> [THE TASK] Quote the data exactly, first line to the line containing "ctx.font = font", with no pictures.

> [Dataset entries]
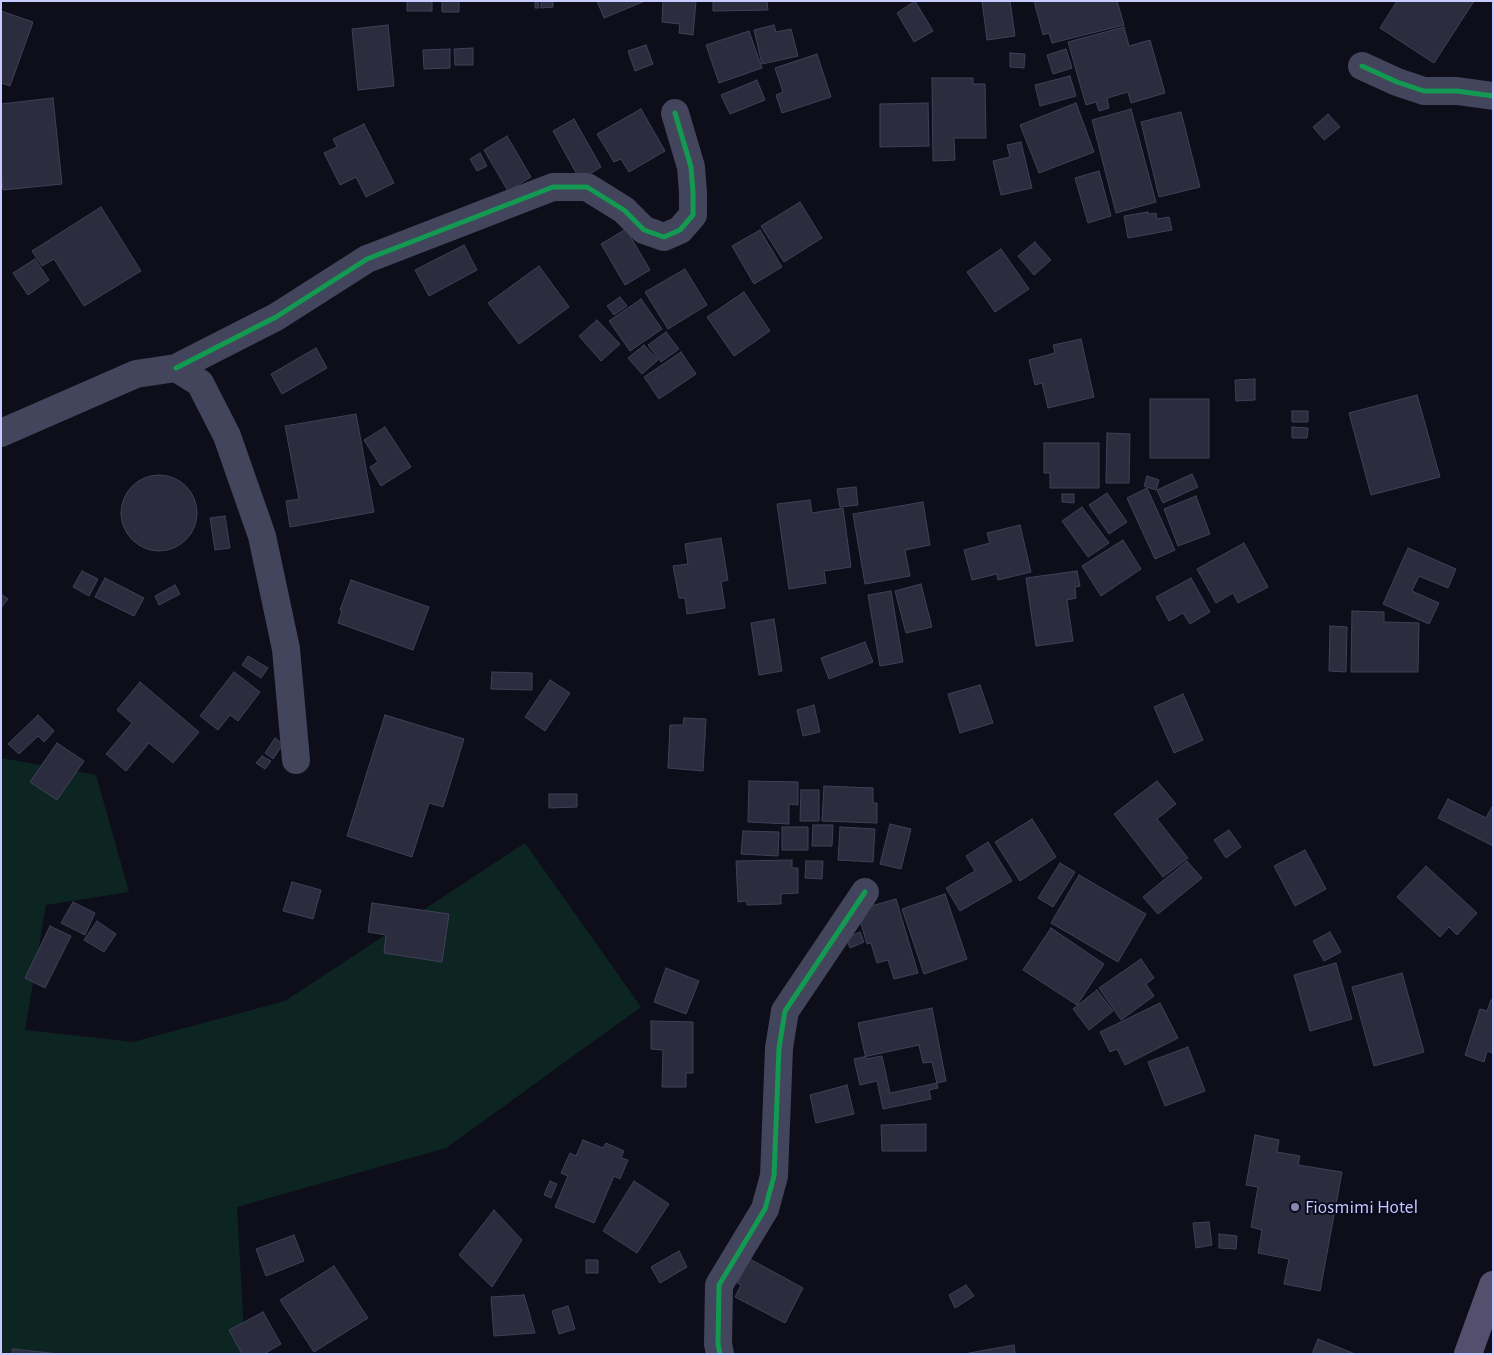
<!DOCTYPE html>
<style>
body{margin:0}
#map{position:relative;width:1494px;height:1355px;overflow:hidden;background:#0e0e1a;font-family:"Alegreya Sans",sans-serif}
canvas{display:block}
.frame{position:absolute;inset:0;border:2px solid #c7cbff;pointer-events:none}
</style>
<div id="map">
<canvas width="1494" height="1355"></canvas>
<div class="frame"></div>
</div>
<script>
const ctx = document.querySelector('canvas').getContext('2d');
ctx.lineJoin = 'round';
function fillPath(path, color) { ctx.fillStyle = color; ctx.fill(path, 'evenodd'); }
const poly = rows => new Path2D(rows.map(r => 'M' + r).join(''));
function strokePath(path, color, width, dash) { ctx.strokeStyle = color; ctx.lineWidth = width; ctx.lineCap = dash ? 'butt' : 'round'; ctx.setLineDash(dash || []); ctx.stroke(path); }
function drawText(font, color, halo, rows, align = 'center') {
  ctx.font = font + ' "Alegreya Sans",sans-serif'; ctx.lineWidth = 4; ctx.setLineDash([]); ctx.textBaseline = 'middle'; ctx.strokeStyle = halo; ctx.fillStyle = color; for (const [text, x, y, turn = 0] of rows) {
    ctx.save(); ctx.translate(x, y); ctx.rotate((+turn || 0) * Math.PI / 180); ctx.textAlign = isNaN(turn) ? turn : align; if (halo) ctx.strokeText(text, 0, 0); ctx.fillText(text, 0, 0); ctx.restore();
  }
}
fillPath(poly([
 [1,758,96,775,129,892,46,905,25,1030,133,1042,285,1001,525,843,641,1007,446,1148,237,1207,245,1354,1,1354]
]), '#0c2522');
const building = poly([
 [407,1,432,1,432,11,407,11,407,1],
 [442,1,459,1,459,12,442,12,442,1],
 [535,1,538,1,539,8,535,8,535,1],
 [541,1,553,1,553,7,541,8,541,1],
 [597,1,645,1,604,18,597,1],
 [663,1,696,1,693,35,679,33,680,24,662,22,663,1],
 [713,1,767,1,768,10,713,11,713,1],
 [915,1,933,31,914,42,897,13,915,1],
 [982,1,1010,1,1015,36,987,40,982,1],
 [1034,1,1117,1,1124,25,1052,43,1049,33,1043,35,1034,1],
 [1397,1,1474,1,1434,63,1380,28,1397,1],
 [1,11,33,22,10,86,1,83,1,11],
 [388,25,394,86,358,90,352,29,388,25],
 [774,25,776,32,791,29,798,56,762,64,754,30,774,25],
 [1124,27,1129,46,1150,40,1165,93,1131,103,1128,92,1107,98,1109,108,1099,111,1096,102,1086,105,1068,42,1124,27],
 [749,31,762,68,719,83,706,45,749,31],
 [646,45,653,64,635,71,628,51,646,45],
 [473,48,473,65,455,65,454,49,473,48],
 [450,49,450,68,424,69,423,50,450,49],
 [1066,49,1072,68,1053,74,1047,55,1066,49],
 [1010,53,1025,54,1024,68,1010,67,1010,53],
 [817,54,831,97,782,113,776,95,783,92,775,68,817,54],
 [1070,76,1076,96,1040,106,1035,85,1070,76],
 [932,78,973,78,973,84,985,84,986,138,954,138,955,160,933,161,932,78],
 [757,80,765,100,730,114,721,95,757,80],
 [53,98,62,184,3,190,1,173,1,104,53,98],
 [928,103,929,146,880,147,880,104,928,103],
 [1076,103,1094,152,1039,173,1020,125,1076,103],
 [641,109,665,151,629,172,621,159,614,162,597,134,641,109],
 [1131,109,1156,202,1116,213,1092,120,1131,109],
 [1181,112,1200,187,1159,197,1141,122,1181,112],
 [1328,114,1340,127,1324,140,1313,127,1328,114],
 [574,119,601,167,580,180,553,131,574,119],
 [364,124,394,183,366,197,356,177,340,185,324,153,337,147,333,139,364,124],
 [507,136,531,177,508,191,484,150,507,136],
 [1021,142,1032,188,1001,195,993,161,1010,157,1007,145,1021,142],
 [480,153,487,166,477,171,470,159,480,153],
 [1099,171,1111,216,1088,223,1075,178,1099,171],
 [800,202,822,238,784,262,761,226,800,202],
 [101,207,141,271,84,306,54,259,42,266,32,251,101,207],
 [1148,212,1148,214,1156,213,1157,219,1169,217,1172,230,1128,238,1124,216,1148,212],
 [626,229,650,270,625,285,601,244,626,229],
 [760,230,782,267,754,284,732,246,760,230],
 [1035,242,1051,260,1034,275,1018,256,1035,242],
 [464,245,477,270,429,296,415,270,464,245],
 [1001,249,1029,289,995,312,967,272,1001,249],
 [35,259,49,280,28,295,13,273,35,259],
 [539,266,569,307,519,344,488,303,539,266],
 [685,269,707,305,668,329,645,292,685,269],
 [744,292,770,331,734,356,707,317,744,292],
 [620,297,627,306,614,315,607,306,620,297],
 [641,299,662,329,630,351,609,321,641,299],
 [597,320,620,344,601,361,579,336,597,320],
 [666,332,679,349,661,362,648,345,666,332],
 [1081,339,1094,397,1048,408,1042,383,1035,385,1029,360,1055,353,1053,345,1081,339],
 [644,345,658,360,642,374,628,358,644,345],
 [316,348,327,368,282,394,271,374,316,348],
 [681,352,696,374,659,399,644,377,681,352],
 [1255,379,1255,400,1236,401,1235,380,1255,379],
 [1417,395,1440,477,1371,495,1349,413,1417,395],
 [1150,399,1209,399,1209,458,1150,458,1150,399],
 [1292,411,1308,411,1308,422,1292,422,1292,411],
 [356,414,374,512,290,527,286,501,299,499,285,426,356,414],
 [385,427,411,467,381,486,370,467,378,462,364,440,385,427],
 [1292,427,1308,428,1307,438,1292,438,1292,427],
 [1107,433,1130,434,1129,483,1106,483,1107,433],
 [1044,443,1099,443,1099,488,1050,488,1050,473,1044,473,1044,443],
 [1192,474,1198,487,1163,503,1157,490,1192,474],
 '121 513a38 38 0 1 1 76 0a38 38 0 1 1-76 0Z',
 [1147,476,1159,480,1156,490,1144,486,1147,476],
 [856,487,858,505,840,507,837,489,856,487],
 [1147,488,1175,550,1155,559,1127,498,1147,488],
 [1107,493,1127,522,1109,534,1089,505,1107,493],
 [1062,494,1074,494,1074,503,1062,502,1062,494],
 [1196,496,1210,534,1178,546,1164,509,1196,496],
 [810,500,812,513,843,508,851,567,824,571,826,583,789,589,777,504,810,500],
 [923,502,930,545,905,550,910,576,865,584,853,514,923,502],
 [1082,507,1109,543,1088,557,1062,521,1082,507],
 [225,516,230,548,215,550,210,518,225,516],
 [1020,525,1031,572,998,580,997,574,972,580,964,550,990,543,987,533,1020,525],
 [721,538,728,580,721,582,725,608,687,614,685,598,679,598,673,566,688,564,685,544,721,538],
 [1123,540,1141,569,1101,596,1082,566,1123,540],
 [1244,543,1268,587,1238,603,1233,593,1216,603,1197,569,1244,543],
 [1408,548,1456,569,1448,588,1419,576,1412,591,1439,603,1429,624,1383,604,1408,548],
 [82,571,98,579,89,596,73,587,82,571],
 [1077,571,1080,586,1075,587,1076,598,1067,600,1073,641,1036,646,1026,578,1077,571],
 [105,578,144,598,134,616,95,597,105,578],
 [1191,578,1210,612,1190,624,1183,613,1169,621,1156,597,1191,578],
 [351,580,429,607,413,650,338,623,342,611,340,610,351,580],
 [921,584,932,627,906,633,895,591,921,584],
 [175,585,180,594,159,605,155,596,175,585],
 [891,591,903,662,880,666,868,595,891,591],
 [1,594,8,599,1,608,1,594],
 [1352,611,1384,612,1384,622,1419,623,1418,672,1351,672,1352,611],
 [774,619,782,671,759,675,751,623,774,619],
 [1330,626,1347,627,1346,672,1329,671,1330,626],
 [865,642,873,662,829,679,821,658,865,642],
 [248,656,268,668,261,678,242,665,248,656],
 [234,672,260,692,238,721,230,715,218,730,200,716,234,672],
 [492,672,532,673,532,690,491,689,492,672],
 [550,680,570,693,545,731,525,717,550,680],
 [140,682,199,732,173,763,149,743,126,771,106,754,132,723,117,710,140,682],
 [980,685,993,723,960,733,948,694,980,685],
 [1183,694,1203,740,1174,753,1154,707,1183,694],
 [814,705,820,732,803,736,797,710,814,705],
 [38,715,54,731,44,742,38,736,19,754,8,744,38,715],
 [385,715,464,739,443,807,429,803,412,857,347,836,385,715],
 [684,718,706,719,703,771,668,768,670,725,683,725,684,718],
 [275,738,283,744,273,759,265,753,275,738],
 [57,743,84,761,57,800,30,782,57,743],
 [262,756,271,761,265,769,256,763,262,756],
 [749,781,798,782,798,805,789,804,789,824,748,822,749,781],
 [1157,781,1176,804,1157,819,1188,858,1163,877,1114,814,1157,781],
 [824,786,873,788,873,803,877,803,877,823,822,821,824,786],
 [801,790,819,790,819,821,800,821,801,790],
 [549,794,577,794,577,807,549,808,549,794],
 [1448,799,1486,818,1493,805,1493,846,1438,818,1448,799],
 [1032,819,1056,857,1020,881,995,842,1032,819],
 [890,824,911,829,901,869,880,864,890,824],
 [813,825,833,825,832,846,812,846,813,825],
 [782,827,808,827,808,850,782,850,782,827],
 [840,827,875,829,873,862,838,860,840,827],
 [1229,830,1241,847,1226,858,1214,840,1229,830],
 [743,831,779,832,778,856,741,854,743,831],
 [988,842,1012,881,960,911,946,888,975,871,966,856,988,842],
 [1305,850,1326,889,1295,906,1274,866,1305,850],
 [792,860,792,868,798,868,798,893,781,894,781,904,747,905,747,901,738,902,736,861,792,860],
 [806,861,823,861,822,879,805,878,806,861],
 [1187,861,1202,878,1158,914,1143,897,1187,861],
 [1060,863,1075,872,1053,907,1038,898,1060,863],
 [1426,866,1477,913,1457,935,1449,927,1440,937,1397,897,1426,866],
 [1079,875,1146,914,1118,962,1051,923,1079,875],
 [292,882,321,890,313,919,283,911,292,882],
 [945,894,967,959,924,974,902,909,945,894],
 [896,899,918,973,894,979,888,960,877,963,871,943,867,944,857,910,896,899],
 [73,902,95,913,85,935,61,923,73,902],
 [372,903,449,914,442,962,384,953,386,935,368,932,372,903],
 [97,921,116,934,104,952,84,940,97,921],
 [50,926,71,936,45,988,25,978,50,926],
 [1051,928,1104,964,1077,1005,1023,970,1051,928],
 [860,932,864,942,850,948,846,938,860,932],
 [1330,932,1341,952,1324,961,1313,941,1330,932],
 [1141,959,1154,978,1146,984,1154,996,1121,1020,1099,988,1141,959],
 [1336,963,1352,1019,1310,1031,1294,975,1336,963],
 [666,968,699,981,686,1014,654,1002,666,968],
 [1402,973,1424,1052,1374,1066,1352,987,1402,973],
 [1097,990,1113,1011,1089,1030,1073,1009,1097,990],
 [1491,1000,1493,1001,1493,1053,1487,1051,1484,1062,1465,1055,1480,1009,1487,1011,1491,1000],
 [1160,1003,1178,1038,1125,1065,1117,1049,1110,1052,1100,1032,1160,1003],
 [932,1008,946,1081,890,1093,882,1056,866,1059,858,1023,932,1008],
 [651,1021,693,1022,693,1073,686,1073,686,1087,662,1087,663,1050,651,1049,651,1021],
 [919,1045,923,1063,932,1062,938,1088,929,1090,931,1099,883,1109,877,1081,860,1085,854,1059,919,1045],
 [1188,1047,1205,1091,1165,1106,1148,1062,1188,1047],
 [847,1085,854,1114,816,1123,810,1095,847,1085],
 [926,1124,926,1151,882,1151,881,1125,926,1124],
 [1255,1135,1279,1140,1277,1152,1300,1156,1298,1165,1342,1172,1320,1291,1284,1284,1289,1259,1258,1253,1262,1230,1251,1227,1258,1187,1246,1185,1255,1135],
 [583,1140,603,1148,606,1143,624,1151,621,1158,628,1160,620,1179,614,1176,594,1223,555,1207,568,1176,561,1173,570,1153,576,1156,583,1140],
 [550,1181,557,1184,551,1198,544,1195,550,1181],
 [634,1181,669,1204,637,1253,603,1231,634,1181],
 [494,1210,522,1240,492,1287,459,1255,494,1210],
 [1209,1222,1212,1245,1196,1248,1193,1223,1209,1222],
 [1219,1234,1237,1236,1236,1249,1219,1248,1219,1234],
 [294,1235,304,1261,266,1276,256,1249,294,1235],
 [679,1251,687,1267,660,1283,651,1267,679,1251],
 [750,1259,803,1288,785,1323,735,1297,741,1285,737,1283,750,1259],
 [586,1260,598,1260,598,1273,586,1273,586,1260],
 [334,1266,368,1318,314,1352,280,1300,334,1266],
 [966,1285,974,1296,955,1308,949,1295,966,1285],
 [524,1295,535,1333,494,1336,491,1297,524,1295],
 [568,1306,575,1329,559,1334,552,1311,568,1306],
 [263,1312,281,1344,264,1354,242,1354,229,1330,263,1312],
 [1318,1339,1355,1354,1312,1354,1318,1339],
 [1014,1345,1015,1354,964,1354,1014,1345],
 [13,1349,60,1354,12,1354,13,1349]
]);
fillPath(building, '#2b2c3d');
strokePath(building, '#404059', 1);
strokePath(poly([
 [1362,66,1397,82,1424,91,1457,91,1493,96],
 [176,368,276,317,367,259,553,187,587,187,624,210,644,230,664,237,680,230,693,215,693,192,691,167,675,113],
 [1,433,136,374,176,368,200,383,227,436,262,536,286,649,296,760],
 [720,1354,718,1344,719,1285,765,1209,774,1176,779,1048,785,1011,865,892]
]), '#42455b', 28);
strokePath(poly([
 [1468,1354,1493,1285]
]), '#554f6e', 28);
strokePath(poly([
 [1362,66,1397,82,1424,91,1457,91,1493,96],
 [176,368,276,317,367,259,553,187,587,187,624,210,644,230,664,237,680,230,693,215,693,192,691,167,675,113],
 [720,1354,718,1344,719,1285,765,1209,774,1176,779,1048,785,1011,865,892]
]), '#139951', 5);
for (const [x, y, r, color] of [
 [1295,1207,5,"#8689af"]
]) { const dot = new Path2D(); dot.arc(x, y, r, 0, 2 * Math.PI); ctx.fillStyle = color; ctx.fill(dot); strokePath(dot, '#0a0a1e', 2); }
drawText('19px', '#c7cbff', '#0a0a1e', [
 ["Fiosmimi Hotel",1305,1207]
], 'left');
</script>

> [OUTPUT BELOW]
<!DOCTYPE html>
<style>
body{margin:0}
#map{position:relative;width:1494px;height:1355px;overflow:hidden;background:#0e0e1a;font-family:"Alegreya Sans",sans-serif}
canvas{display:block}
.frame{position:absolute;inset:0;border:2px solid #c7cbff;pointer-events:none}
</style>
<div id="map">
<canvas width="1494" height="1355"></canvas>
<div class="frame"></div>
</div>
<script>
const ctx = document.querySelector('canvas').getContext('2d');
ctx.lineJoin = 'round';
function fillPath(path, color) { ctx.fillStyle = color; ctx.fill(path, 'evenodd'); }
const poly = rows => new Path2D(rows.map(r => 'M' + r).join(''));
function strokePath(path, color, width, dash) { ctx.strokeStyle = color; ctx.lineWidth = width; ctx.lineCap = dash ? 'butt' : 'round'; ctx.setLineDash(dash || []); ctx.stroke(path); }
function drawText(font, color, halo, rows, align = 'center') {
  ctx.font = font + ' "Alegreya Sans",sans-serif'; ctx.lineWidth = 4; ctx.setLineDash([]); ctx.textBaseline = 'middle'; ctx.strokeStyle = halo; ctx.fillStyle = color; for (const [text, x, y, turn = 0] of rows) {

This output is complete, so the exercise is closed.